The buses to Xewkija do not run between noon and 5pm during the month of November. There is a bus to another village that drives past the Xewkija stop but the timing wasn’t right to take that one. So I walked the 45 minutes to the village though I admittedly overshot my destination because there was no “Xewkija Centre” sign to point the way inward. I made it there exactly on time, however, arriving with enough time to take in the magnitude of the village’s new rotunda. Completed in 1971 it took twenty years to build using mostly donations from locals and labor on the backs of the parishioners themselves. I took a quick walk around the church and as I came to the front again the priests were leaving to meet the coffin for the processional.
The woman who died was 85 and so I was half expecting the kind of turn out that had been at the first funeral – roughly 25 – 50. As I approached the procession meeting point I was immediately proven wrong as there were at least 50 people already waiting there. Thankfully there would be no worries on seating at San Gwann Battista church (St. John the Baptist) because the new rotunda can actually seat 4000 if necessary – that’s three times the size of the entire village. The church was set for a regular mass with 6 rows of pews that were quickly filled and I counted roughly 150 attendees.

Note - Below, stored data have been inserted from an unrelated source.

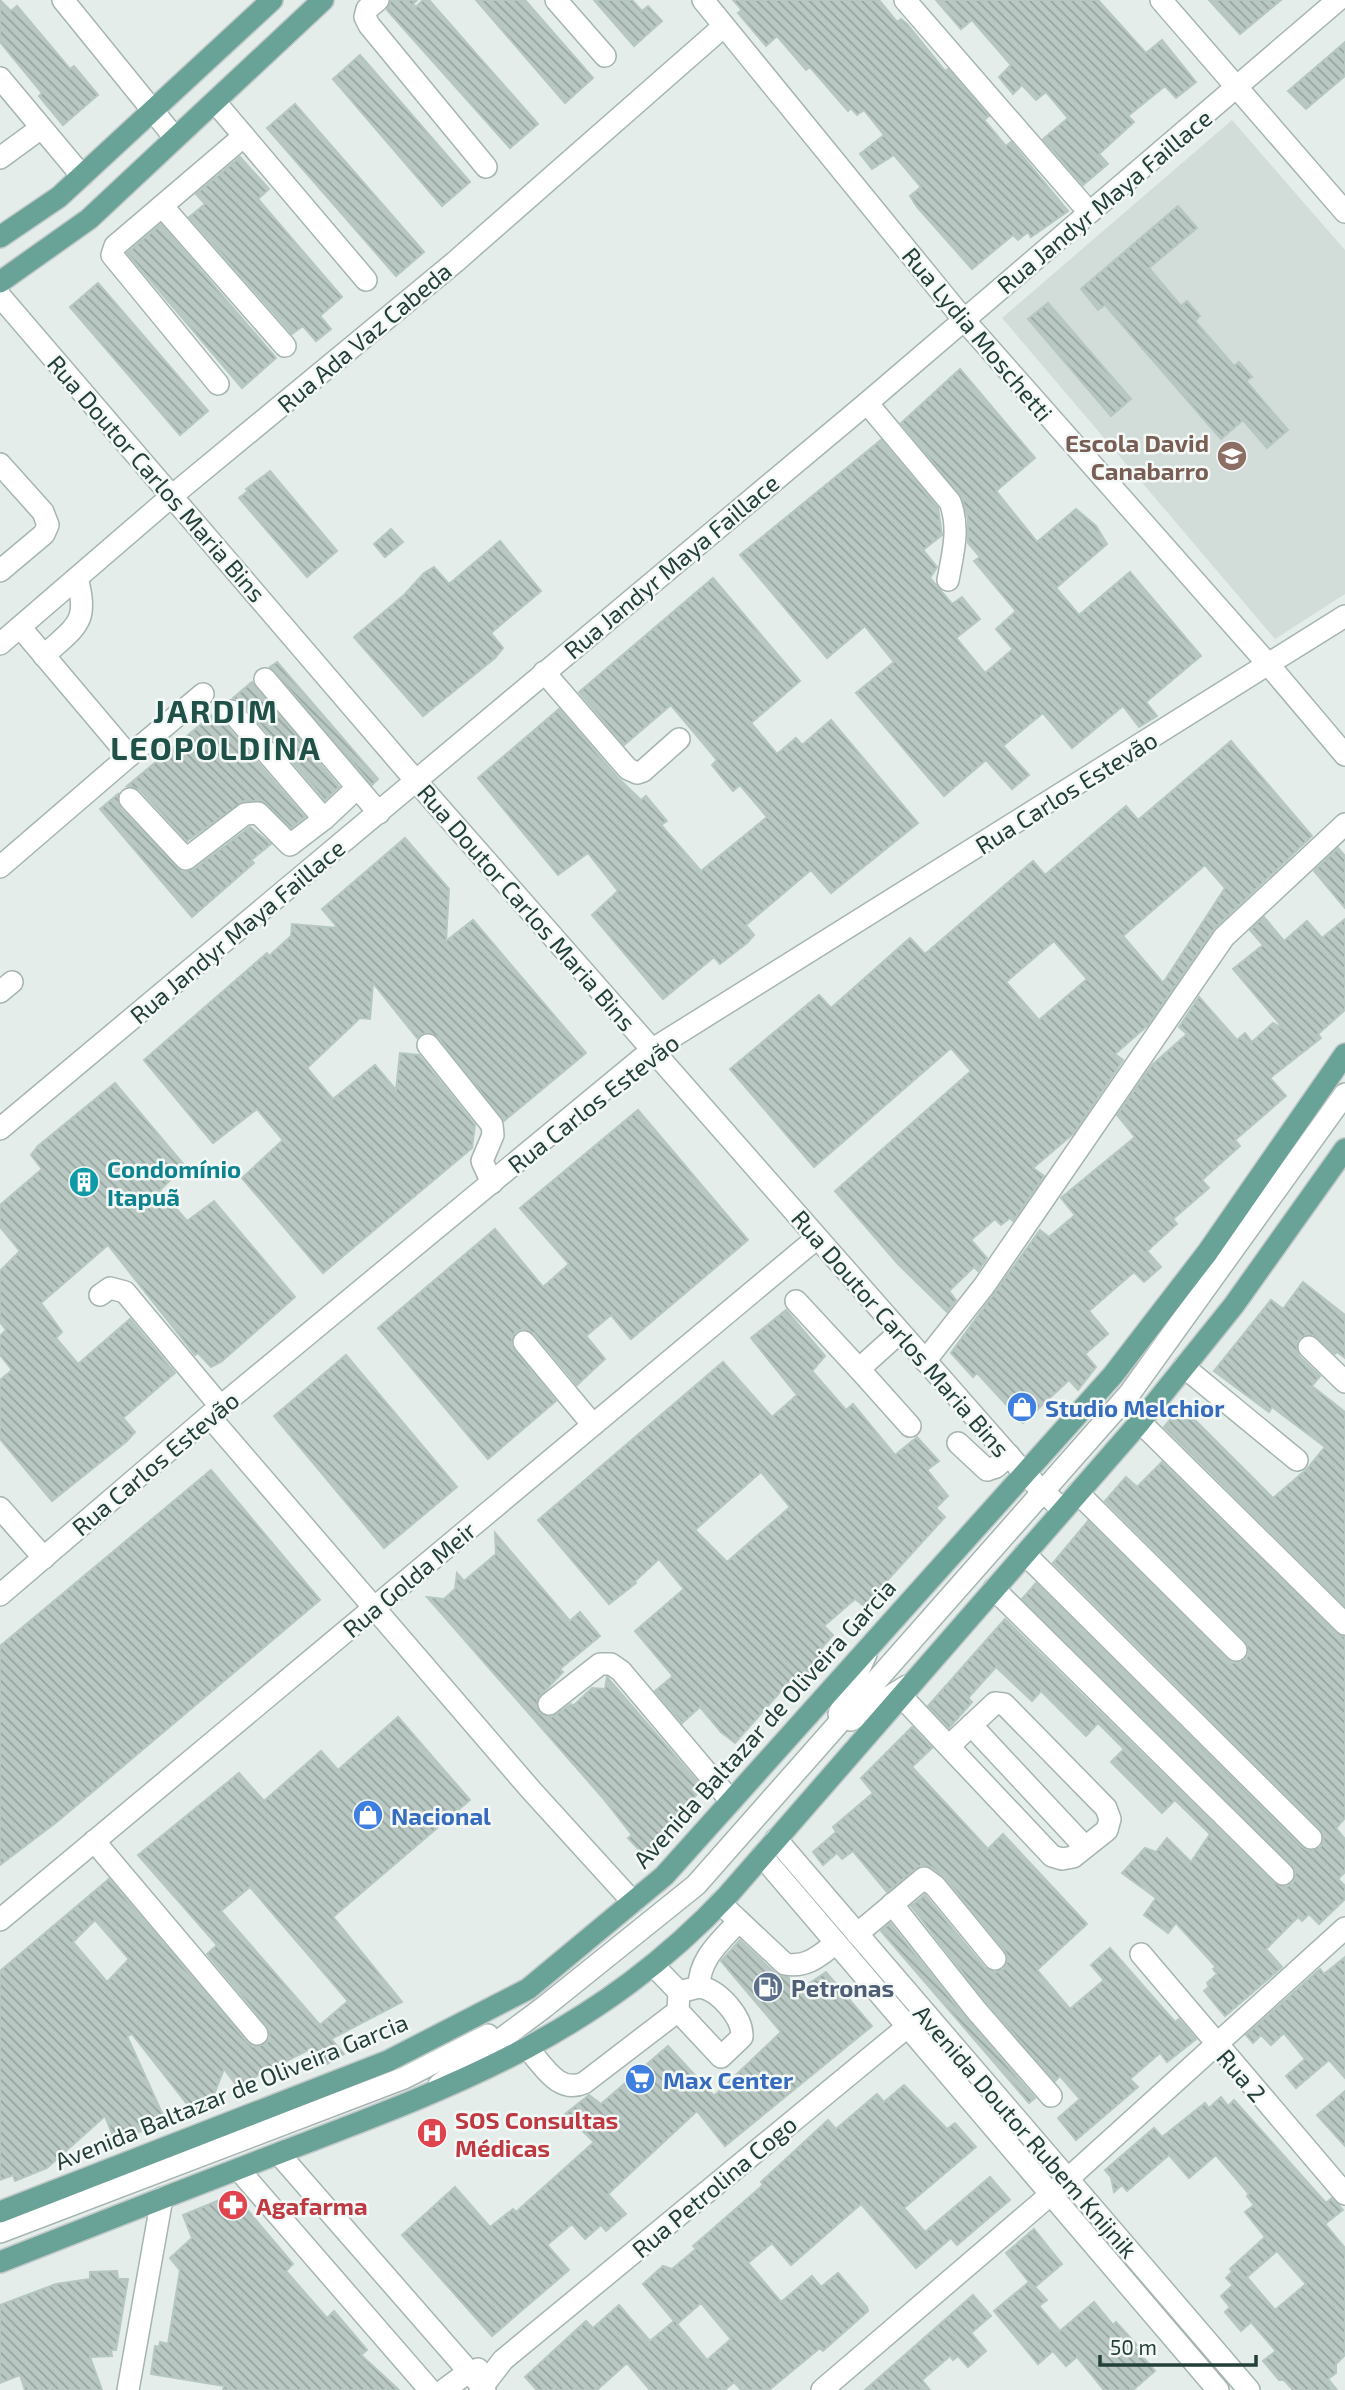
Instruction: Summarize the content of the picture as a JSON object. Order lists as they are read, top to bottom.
{
  "streets": {
    "main road": ["Avenida Baltazar de Oliveira Garcia"],
    "street": [
      "Rua Jandyr Maya Faillace",
      "Rua Lydia Moschetti",
      "Rua Ada Vaz Cabeda",
      "Rua Doutor Carlos Maria Bins",
      "Rua Carlos Estevão",
      "Rua Golda Meir",
      "Rua 2",
      "Avenida Doutor Rubem Knijnik",
      "Rua Petrolina Cogo"
    ]
  },
  "crossings": [
    ["Rua Jandyr Maya Faillace", "Rua Lydia Moschetti"],
    ["Rua Jandyr Maya Faillace", "Rua Doutor Carlos Maria Bins"],
    ["Rua Lydia Moschetti", "Rua Ada Vaz Cabeda"],
    ["Rua Lydia Moschetti", "Rua Carlos Estevão"],
    ["Rua Ada Vaz Cabeda", "Rua Doutor Carlos Maria Bins"],
    ["Rua Doutor Carlos Maria Bins", "Rua Carlos Estevão"],
    ["Rua Doutor Carlos Maria Bins", "Rua Golda Meir"],
    ["Rua Doutor Carlos Maria Bins", "Avenida Baltazar de Oliveira Garcia"],
    ["Avenida Doutor Rubem Knijnik", "Rua Petrolina Cogo"]
  ],
  "districts": ["JARDIM LEOPOLDINA"],
  "places": {
    "school or university": ["Escola David Canabarro"],
    "building": ["Condomínio Itapuã"],
    "shop": ["Studio Melchior", "Nacional"],
    "fuel station": ["Petronas"],
    "supermarket": ["Max Center"],
    "hospital": ["SOS Consultas Médicas"],
    "pharmacy": ["Agafarma"]
  },
  "scale_bar": "50 m"
}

The inside of the church was so breathtaking that it was hard to pay attention to the service. The white limestone shone in the sun that poured in from the rotunda windows. The dome is 256 feet and is apparently higher than the dome of St. Paul’s Cathedral in London. The round walls of the church host six larger than life paintings of St. John the Baptist, though the center painting behind the altar is reserved for the crucifixion of Jesus.
The mass was presided over by nine priests. According to Philip when we spoke at the last funeral, they may not all be from the same parish as priests from other communities will ask to be present if the deceased was someone they knew as well. One thing I noticed that was different about this particular mass was that the Lord’s Prayer was sung. It called to mind my own days at church on the occasions when the Lord’s Prayer would be sung to the warbles of the parishioners who would creak and croak the awkward tune. Unlike the Ave Maria that sounds so beautiful in song, singing the Lord’s Prayer just never did it for me.
After the mass I processed with everyone over to the cemetery. As we walked, many of the attendants peeled off, heading for their cars or to walk home. By the time we reached the cemetery there were maybe 40 of us to watch the coffin be placed in the tomb. The walls of the Xewkija Cemetery, like many of the churches in Gozo, are lined with a single row of white lights that were lit for the burial. The chapel too had a row of lights across the top and the doorway framed the figure of the priest while he gave a final blessing with water before the coffin was opened.
The coffin lowering proved difficult as the tomb was butted up against the cemetery wall on the lower level. The pall bearers had a heck of a time getting it into position and it actually got stuck on something. Thankfully the caretaker was on hand to assist and he came running over the tops of the tombs to help maneuver the coffin into place. Also, unlike the last burial which was in a brand new tomb that did not yet have a tombstone, this burial was underneath a pre-existing tombstone. This meant we all stood and watched as the caretaker not only put the limestone bricks in place like last time, but also spread the mortar in between and set the bricks entirely. Then, he and the pall bearers lifted the tombstone covering, sliding it carefully into place on top and the caretaker finished the act by sealing the sides to the ground. In the end, the time spent at the cemetery was exactly the same as the time spent in the church. Only about 25 people remained until the very end.
It was about 5:30 and the sky was not yet entirely dark with the clouds creating yet another breath taking sunset. The bright lights from the chapel mixed with the soft glow of the candles lit all over the tombs. Together they cast a calmingly serene light on the flowers that covered the tombs and I took a pause before leaving to take it all in. Looking just over the tomb and the cemetery wall you could see the lights of St. George’s and the Citadel off in the distance. It had been a windy day and as the sun departed the wind turned cold as it whipped around the cemetery. If sunsets weren’t fleeting I could’ve stayed there for an age watching it. It was the cold wind that finally shooed me away as if it were saying, “Go. It is time for the dead to rest in peace.”